Drug Hopes Overshadow GDP


Image via freestocks on Unsplash

Yesterday the U.S. Commerce Department released the widely-anticipated first quarter GDP data.


As expected, the U.S. economy contracted in the first quarter as GDP fell 4.8%. It was the first negative GDP print since the first quarter of 2014 when GDP fell 1.1%. The nearly 5% drop in GDP in the first quarter marks the worst GDP reading since the fourth quarter of 2008 when GDP fell 8.4%.

Consumer spending, which makes up more than two-thirds of U.S. economic activity, fell 7.6% in the first quarter. The drop in consumer spending marked the largest quarterly drop since the second quarter of 1980.


The Commerce Department's Bureau of Economic Analysis cited shelter-in-place orders as negatively affecting GDP for the quarter, saying they "led to rapid changes in demand, as businesses and schools switched to remote work or canceled operations, and consumers canceled, restricted, or redirected their spending."


As bad as all of that sounds, markets soared yesterday as headlines about Gilead Sciences' antiviral drug remdesivir conveniently came out just as the GDP data was released.


Gilead said preliminary results of the drug to treat COVID-19 showed at least 50% of patients who had been treated with a five-day dosage saw improvement. Gilead also said a separate trial being conducted by the National Institute of Allergy and Infectious Diseases met its main goal, although didn't provide further details.


"These data are encouraging as they indicate that patients who received a shorter, five-day course of remdesivir experienced similar clinical improvement as patients who received a 10-day treatment course," lead investigator of the study Aruna Subramanian said.


Scott Gottlieb, the former commissioner of the Food and Drug Administration, warned the drug is "not a home run, a cure by any means." Gottlieb continued,"It’s not going to be a cure, but it is going to be a drug potentially that if you use it particularly early in the course of the disease ... it could reduce their chances of having a really bad outcome."


With hopes for remdesivir high, the Food and Drug Administration is in talks with Gilead to make remdesivir available to COVID-19 patients.


"As part of the FDA’s commitment to expediting the development and availability of potential COVID-19 treatments, the agency has been engaged in sustained and ongoing discussions with Gilead Sciences regarding making remdesivir available to patients as quickly as possible, as appropriate," an FDA spokesperson said.


For the sake of humanity, hopefully remdesivir is as effective as the markets are interpreting it to be.


Leftover Crumbs

  • Homebuyers returned last week. With the average interest rate for a 30-year fixed-rate mortgage dropping marginally last week, mortgage applications to buy a home jumped 12% last week, according to the Mortgage Bankers Association’s seasonally adjusted index. However, applications to refinance fell 7% for the same period, causing total mortgage volume to decline by 3.3%. However, the National Association of Realtors reported March pending home sales fell 20.8% from February, a decline of more than 16% from the same period a year ago.

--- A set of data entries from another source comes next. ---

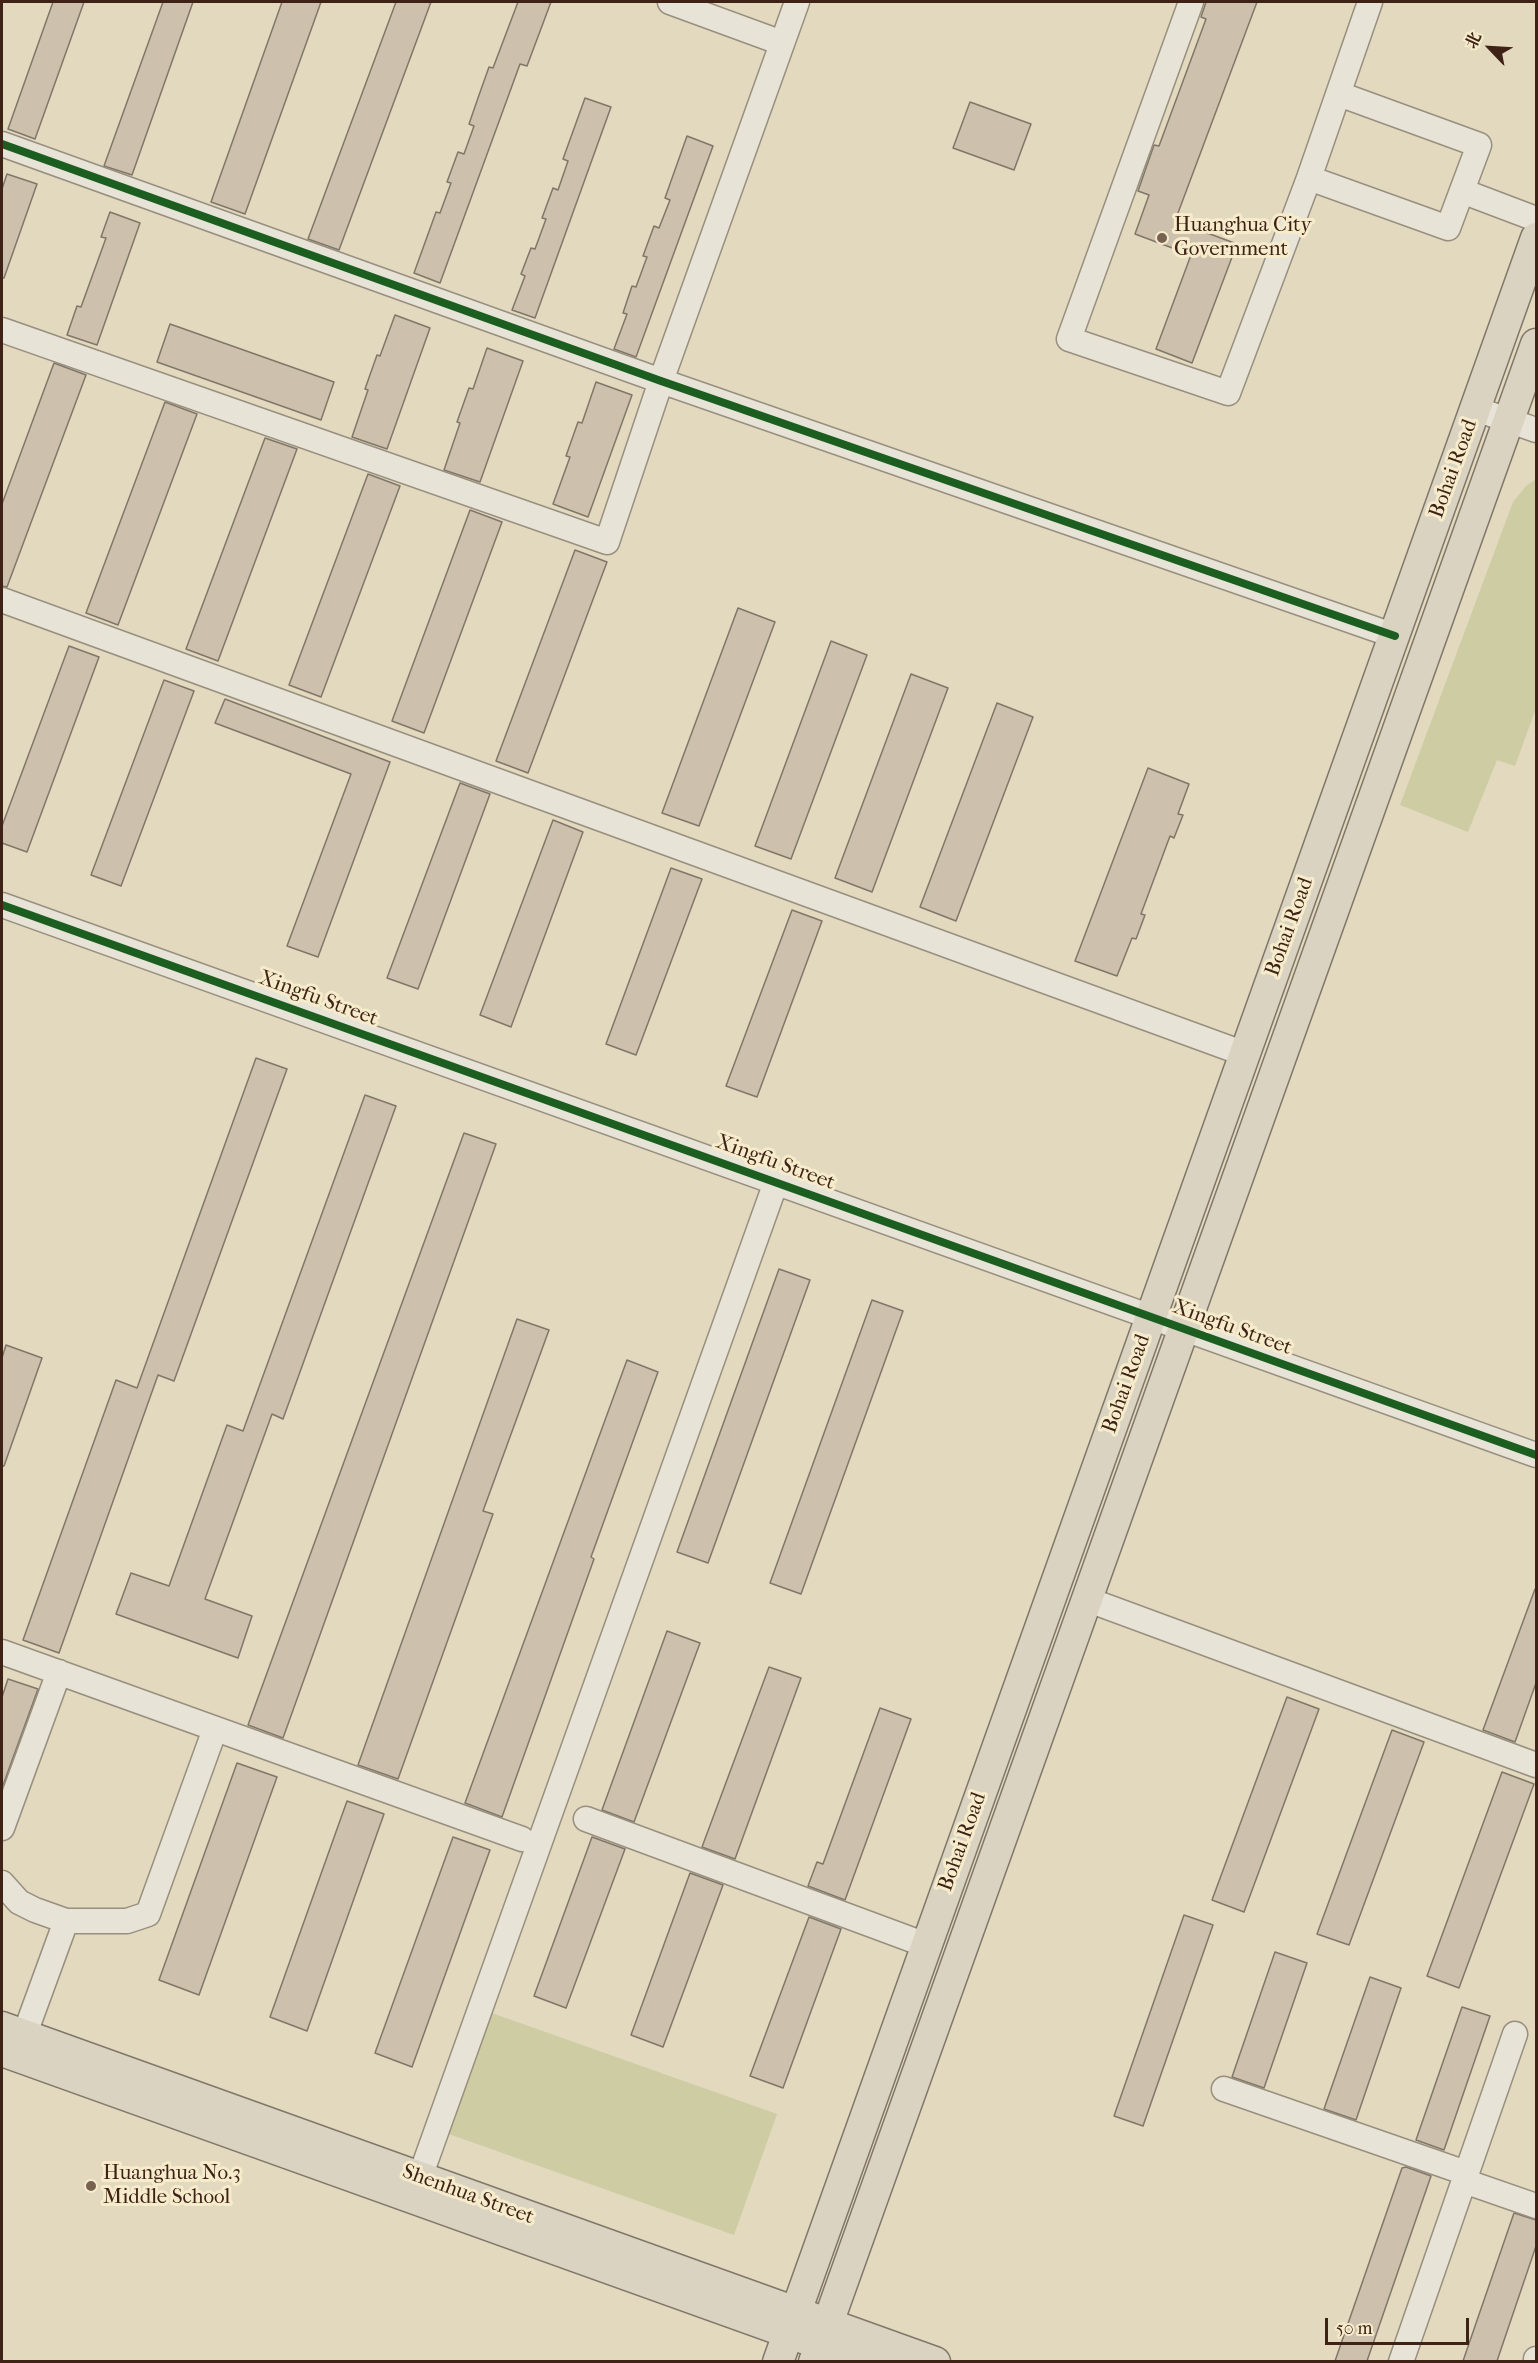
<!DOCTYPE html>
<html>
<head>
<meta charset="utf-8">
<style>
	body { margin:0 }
	#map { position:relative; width:1538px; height:2363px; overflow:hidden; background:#e2d9bf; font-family:"IM FELL French Canon","Noto Serif SC",serif }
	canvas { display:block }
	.frame { position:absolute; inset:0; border:3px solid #3e2216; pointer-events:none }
	.north { position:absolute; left:1460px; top:18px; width:60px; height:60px; -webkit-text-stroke:4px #f6eccc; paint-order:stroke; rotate:295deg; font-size:16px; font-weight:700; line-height:24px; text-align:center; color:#3e2216 }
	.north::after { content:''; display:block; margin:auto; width:21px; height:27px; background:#3e2216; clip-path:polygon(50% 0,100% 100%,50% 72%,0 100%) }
	.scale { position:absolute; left:1325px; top:2318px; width:144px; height:27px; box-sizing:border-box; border:3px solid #3e2216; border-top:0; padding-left:8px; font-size:18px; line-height:21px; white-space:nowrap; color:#3e2216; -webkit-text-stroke:4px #f6eccc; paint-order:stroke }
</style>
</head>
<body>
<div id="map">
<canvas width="1538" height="2363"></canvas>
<div class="frame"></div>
<div class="north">北</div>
<div class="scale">50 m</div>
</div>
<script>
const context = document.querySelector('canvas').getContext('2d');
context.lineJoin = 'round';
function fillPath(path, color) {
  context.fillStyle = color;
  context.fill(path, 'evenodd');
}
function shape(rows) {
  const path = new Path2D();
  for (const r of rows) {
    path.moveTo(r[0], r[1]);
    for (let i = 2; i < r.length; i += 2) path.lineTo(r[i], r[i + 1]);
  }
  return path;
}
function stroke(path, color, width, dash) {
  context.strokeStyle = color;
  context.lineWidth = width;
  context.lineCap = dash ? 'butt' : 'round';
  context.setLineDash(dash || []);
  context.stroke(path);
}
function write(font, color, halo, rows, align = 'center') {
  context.font = font + ' "IM FELL French Canon",serif';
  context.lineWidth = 6;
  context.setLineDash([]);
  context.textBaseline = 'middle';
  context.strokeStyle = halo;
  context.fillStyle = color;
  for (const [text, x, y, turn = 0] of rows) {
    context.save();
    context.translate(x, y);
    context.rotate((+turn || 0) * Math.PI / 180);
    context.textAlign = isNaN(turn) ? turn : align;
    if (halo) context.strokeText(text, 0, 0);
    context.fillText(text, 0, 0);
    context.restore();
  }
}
fillPath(shape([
	[1536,479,1536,708,1515,766,1497,760,1468,832,1400,805,1513,502,1526,486],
	[489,2012,777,2114,734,2235,446,2133]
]), '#cdcca2');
const building = shape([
	[53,2,84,2,35,139,8,129,53,2],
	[163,2,193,2,132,175,104,166,163,2],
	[282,2,321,2,245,214,211,202,282,2],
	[396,2,431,2,339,250,308,239,396,2],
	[518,2,551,2,527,66,520,64,440,283,414,273,436,212,440,213,451,183,447,182,458,152,464,154,474,126,469,124,478,98,489,67,493,68,518,2],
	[1206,2,1257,2,1175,221,1237,244,1192,363,1156,349,1191,255,1135,234,1149,195,1138,191,1154,145,1159,146,1206,19,1201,17,1206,2],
	[585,98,611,107,535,318,512,310,525,276,521,274,531,248,535,249,546,219,542,218,553,188,558,190,568,161,563,159,585,98],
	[970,102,1031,124,1014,170,953,148,970,102],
	[687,136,713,146,636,357,614,349,627,314,623,313,632,286,636,287,647,257,643,256,654,226,659,228,670,200,665,198,687,136],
	[7,174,37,184,4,278,2,278,2,189,7,174],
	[110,212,140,223,97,345,67,335,77,306,81,307,106,238,101,237,110,212],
	[395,315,430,328,387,449,352,437,368,390,365,389,377,355,380,356,395,315],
	[170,324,334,382,321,420,157,362,170,324],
	[487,348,523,361,480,482,444,470,460,423,457,422,469,388,473,389,487,348],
	[54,363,86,375,7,587,2,586,2,504,54,363],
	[596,382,632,395,588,517,553,504,570,457,566,456,578,422,582,423,596,382],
	[165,402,197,414,118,625,86,613,165,402],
	[265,438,297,449,218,661,186,649,265,438],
	[368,474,400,486,321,697,289,685,368,474],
	[470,510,502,522,424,733,392,721,470,510],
	[575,550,607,562,528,773,496,761,575,550],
	[738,608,775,622,699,826,662,813,738,608],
	[831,641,867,655,791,859,755,846,831,641],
	[69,646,99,657,27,852,2,843,2,826,69,646],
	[911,674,948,688,872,892,835,878,911,674],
	[164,680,194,691,121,886,91,875,164,680],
	[225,699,390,762,318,957,287,946,351,774,215,723,225,699],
	[997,703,1033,717,956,921,920,907,997,703],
	[1148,768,1189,784,1178,814,1183,815,1174,838,1170,836,1141,914,1145,915,1136,939,1132,938,1117,976,1075,961,1148,768],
	[460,783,490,794,418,989,387,978,460,783],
	[553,820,583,832,511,1027,480,1015,553,820],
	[671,868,702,879,636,1055,606,1044,671,868],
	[792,910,822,921,757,1097,726,1086,792,910],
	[256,1058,287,1069,174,1381,158,1375,59,1653,23,1640,116,1380,137,1388,256,1058],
	[365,1095,396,1106,283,1419,272,1414,205,1599,252,1616,238,1658,116,1614,131,1573,169,1586,227,1425,243,1431,365,1095],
	[464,1133,496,1144,283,1738,248,1725,464,1133],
	[779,1269,810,1280,708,1563,677,1552,779,1269],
	[872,1300,903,1311,801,1594,770,1583,872,1300],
	[517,1319,549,1330,483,1511,493,1514,398,1779,358,1765,517,1319],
	[6,1345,42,1358,4,1466,2,1466,2,1358,6,1345],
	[627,1360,658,1372,591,1557,594,1559,502,1817,465,1803,627,1360],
	[1535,1589,1536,1590,1536,1683,1515,1742,1483,1730,1535,1589],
	[667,1631,700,1643,634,1822,602,1810,667,1631],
	[769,1667,801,1678,735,1859,702,1847,769,1667],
	[8,1679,38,1689,2,1788,2,1697,8,1679],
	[1287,1697,1319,1709,1244,1912,1212,1900,1287,1697],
	[880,1708,911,1719,845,1900,808,1886,817,1862,823,1864,880,1708],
	[1392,1730,1424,1742,1349,1945,1317,1934,1392,1730],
	[237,1763,277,1777,199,1995,159,1980,237,1763],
	[1502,1772,1534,1784,1459,1988,1427,1976,1502,1772],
	[347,1801,384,1814,307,2031,270,2017,347,1801],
	[453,1837,490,1850,412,2067,375,2053,453,1837],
	[592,1837,625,1849,566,2008,534,1996,592,1837],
	[690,1873,723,1885,663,2047,631,2035,690,1873],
	[1184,1915,1213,1925,1143,2126,1114,2116,1184,1915],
	[809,1917,841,1929,783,2088,750,2076,809,1917],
	[1275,1952,1307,1963,1264,2088,1232,2077,1275,1952],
	[1370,1977,1401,1988,1356,2120,1324,2109,1370,1977],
	[1462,2007,1490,2016,1444,2150,1416,2140,1462,2007],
	[1406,2167,1431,2176,1367,2361,1335,2361,1402,2168,1406,2167],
	[1514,2213,1536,2220,1536,2246,1497,2361,1463,2361,1514,2213]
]);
fillPath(building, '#cdc0ac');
stroke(building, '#817769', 1.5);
const minor = shape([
	[670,2,782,43],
	[1191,2,1069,339,1228,393,1309,178,1370,2],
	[2,144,661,381,1395,636],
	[1309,178,1448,228,1479,145,1339,94],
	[1462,191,1536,219],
	[2,330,607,542,661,381,797,2],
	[1476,409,1536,430],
	[2,600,1245,1054],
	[2,905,1536,1455],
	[1086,1599,1536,1765],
	[2,1652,522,1839],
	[586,1819,926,1945],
	[2,1828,59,1672],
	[2,1883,19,1902,35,1910,66,1921,127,1921,148,1914,215,1729],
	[24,2036,66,1921],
	[1224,2089,1466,2173],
	[420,2177,776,1182],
	[1464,2181,1536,2206],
	[1401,2362,1515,2034],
	[1536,2362,1536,2359]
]);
const major = shape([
	[2,2027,935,2362],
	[2,2051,870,2362],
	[778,2362,1536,238],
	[814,2362,1536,344]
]);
stroke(minor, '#988f7f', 27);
stroke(major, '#817769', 33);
stroke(minor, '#e7e3d6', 24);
stroke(major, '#dad3c1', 30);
stroke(shape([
	[2,144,661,381,1395,636],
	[2,905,1536,1455]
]), '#1b5e20', 8);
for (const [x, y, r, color] of [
	[1162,238,6,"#776251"],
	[91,2186,6,"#776251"]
]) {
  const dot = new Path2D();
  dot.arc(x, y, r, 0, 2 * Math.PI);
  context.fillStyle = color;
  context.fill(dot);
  stroke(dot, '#f6eccc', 2);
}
write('21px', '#3e2216', '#f6eccc', [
	["Huanghua City",1174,226],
	["Government",1174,250],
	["Huanghua No.3",103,2174],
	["Middle School",103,2198]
], 'left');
write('21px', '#3e2216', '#f6eccc', [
	["Bohai Road",1454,469,-70],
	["Bohai Road",1290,927,-70],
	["Xingfu Street",318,999,20],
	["Xingfu Street",775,1163,20],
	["Xingfu Street",1232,1328,20],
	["Bohai Road",1127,1384,-70],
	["Bohai Road",963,1842,-70],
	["Shenhua Street",468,2195,20]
]);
</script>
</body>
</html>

  • Boeing is slimming down. Boeing announced it will cut 10% of its workforce of 160,000 employees through voluntary measures and "involuntary layoffs as necessary." Boeing also announced it burned through $4.3 billion in cash in its latest quarter and will reduce aircraft production. "We’ll have to make even deeper reductions in areas that are most exposed to the condition of our commercial customers — more than 15% across our commercial airplanes and services businesses, as well as our corporate functions," Boeing CEO Dave Calhoun said.

  • Layoffs hit ride-sharing companies. Uber is reportedly considering laying off about 20% of its workforce, which would affect more than 5,000 employees. "As you would expect, the company is looking at every possible scenario to ensure we get to the other side of this crisis in a stronger position than ever," an Uber spokesperson said. Over at Lyft, the company announced it is laying off 982 employees, or about 17% of its workforce. Lyft is also furloughing an additional 288 employees while cutting base salary for exempt employees.

  • Starbucks has a plan. Starbucks plans to have "a significant number" of locations opened next week, with a goal of opening 90% of its locations by June. Roughly half of Starbucks' U.S. locations are currently open, although for drive-thru service only. "It’s going to take some time for a vaccine or the appropriate treatments to be available for COVID-19, so we’re going to be in the monitor-and-adapt phase while that happens," Starbucks CEO Kevin Johnson said. "What consumers are looking for are experiences that are safe, familiar and convenient."

  • Hackers target Nintendo. Nintendo has confirmed that 160,000 accounts have been hacked, with the hackers purchasing digital goods from Nintendo’s online store in some instances. Nintendo said the hacking began in early April and peaked this past weekend. "While we continue to investigate, we would like to reassure users that there is currently no evidence pointing towards a breach of Nintendo’s databases, servers or services," Nintendo said.